(Excerpted data)
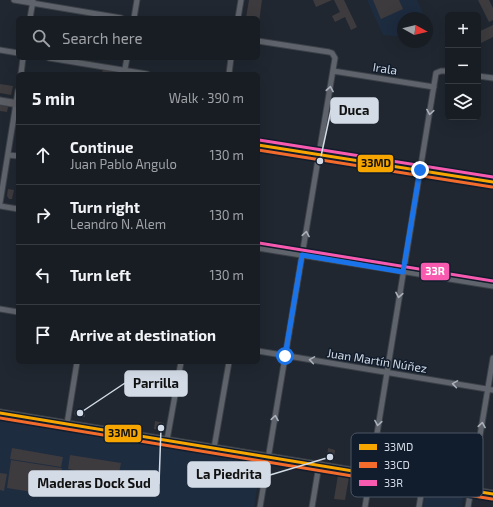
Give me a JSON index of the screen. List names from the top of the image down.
{
  "streets": {
    "street": ["Irala", "Juan Martín Núñez"]
  },
  "one_way": ["Juan Martín Núñez"],
  "places": [
    "Duca",
    "Parrilla",
    "Maderas Dock Sud",
    "La Piedrita"
  ],
  "lines": ["transit line 33R", "transit line 33MD", "transit line 33CD"],
  "legend": ["33MD", "33CD", "33R"],
  "north": "right",
  "page": {
    "map_buttons": ["+", "−"],
    "search": "Search here",
    "heading": ["5 min", "Walk · 390 m"],
    "list": [
      ["Continue", "Juan Pablo Angulo", "130 m"],
      ["Turn right", "Leandro N. Alem", "130 m"],
      ["Turn left", "130 m"],
      "Arrive at destination"
    ]
  }
}
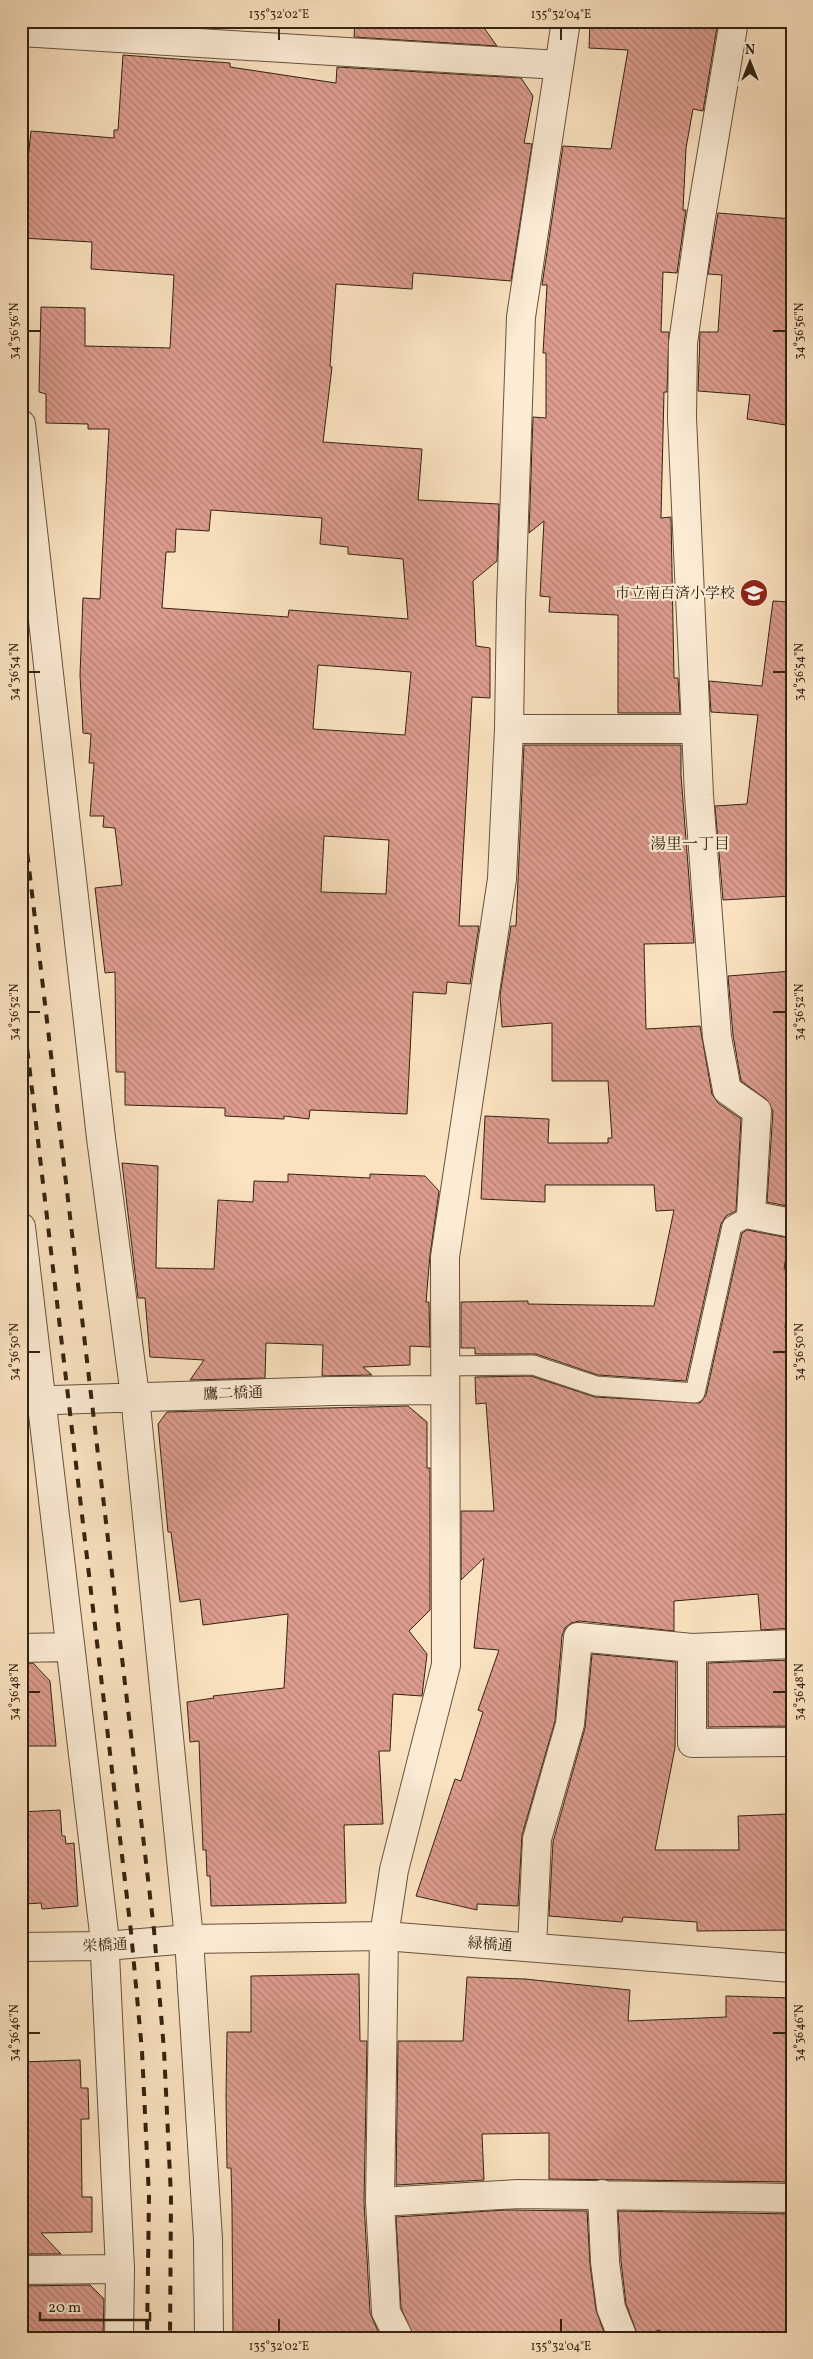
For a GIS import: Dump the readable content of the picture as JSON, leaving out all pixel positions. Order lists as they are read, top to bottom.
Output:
{
  "streets": {
    "street": ["鷹二橋通", "緑橋通", "栄橋通"]
  },
  "crossings": [
    ["緑橋通", "栄橋通"]
  ],
  "districts": ["湯里一丁目"],
  "places": {
    "school or university": ["市立南百済小学校"]
  },
  "scale_bar": "20 m",
  "north": "top",
  "coordinates": [
    "135°32'02\"E",
    "135°32'04\"E",
    "34°36'56\"N",
    "34°36'54\"N",
    "34°36'52\"N",
    "34°36'50\"N",
    "34°36'48\"N",
    "34°36'46\"N"
  ]
}
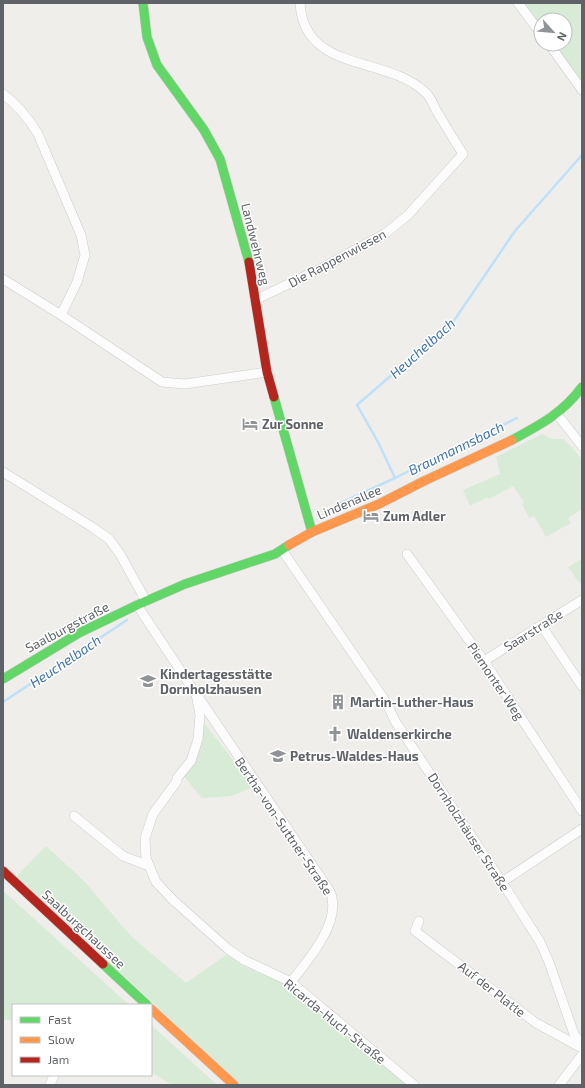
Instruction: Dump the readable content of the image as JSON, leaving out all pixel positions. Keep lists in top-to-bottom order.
(End Excerpted data)
*What you need to do:*
Line by line, write out the records above exactly, skipping the pictures.

*Completed exercise:*
Give me a JSON index of the screen. List names from the top of the image down.
{
  "streets": {
    "street": ["Irala", "Juan Martín Núñez"]
  },
  "one_way": ["Juan Martín Núñez"],
  "places": [
    "Duca",
    "Parrilla",
    "Maderas Dock Sud",
    "La Piedrita"
  ],
  "lines": ["transit line 33R", "transit line 33MD", "transit line 33CD"],
  "legend": ["33MD", "33CD", "33R"],
  "north": "right",
  "page": {
    "map_buttons": ["+", "−"],
    "search": "Search here",
    "heading": ["5 min", "Walk · 390 m"],
    "list": [
      ["Continue", "Juan Pablo Angulo", "130 m"],
      ["Turn right", "Leandro N. Alem", "130 m"],
      ["Turn left", "130 m"],
      "Arrive at destination"
    ]
  }
}
For a GIS import: Dump the readable content of the picture as JSON, leaving out all pixel positions. Order lists as they are read, top to bottom.
Output:
{
  "streets": {
    "street": ["鷹二橋通", "緑橋通", "栄橋通"]
  },
  "crossings": [
    ["緑橋通", "栄橋通"]
  ],
  "districts": ["湯里一丁目"],
  "places": {
    "school or university": ["市立南百済小学校"]
  },
  "scale_bar": "20 m",
  "north": "top",
  "coordinates": [
    "135°32'02\"E",
    "135°32'04\"E",
    "34°36'56\"N",
    "34°36'54\"N",
    "34°36'52\"N",
    "34°36'50\"N",
    "34°36'48\"N",
    "34°36'46\"N"
  ]
}
Instruction: Dump the readable content of the image as JSON, leaving out all pixel positions. Keep lists in top-to-bottom order.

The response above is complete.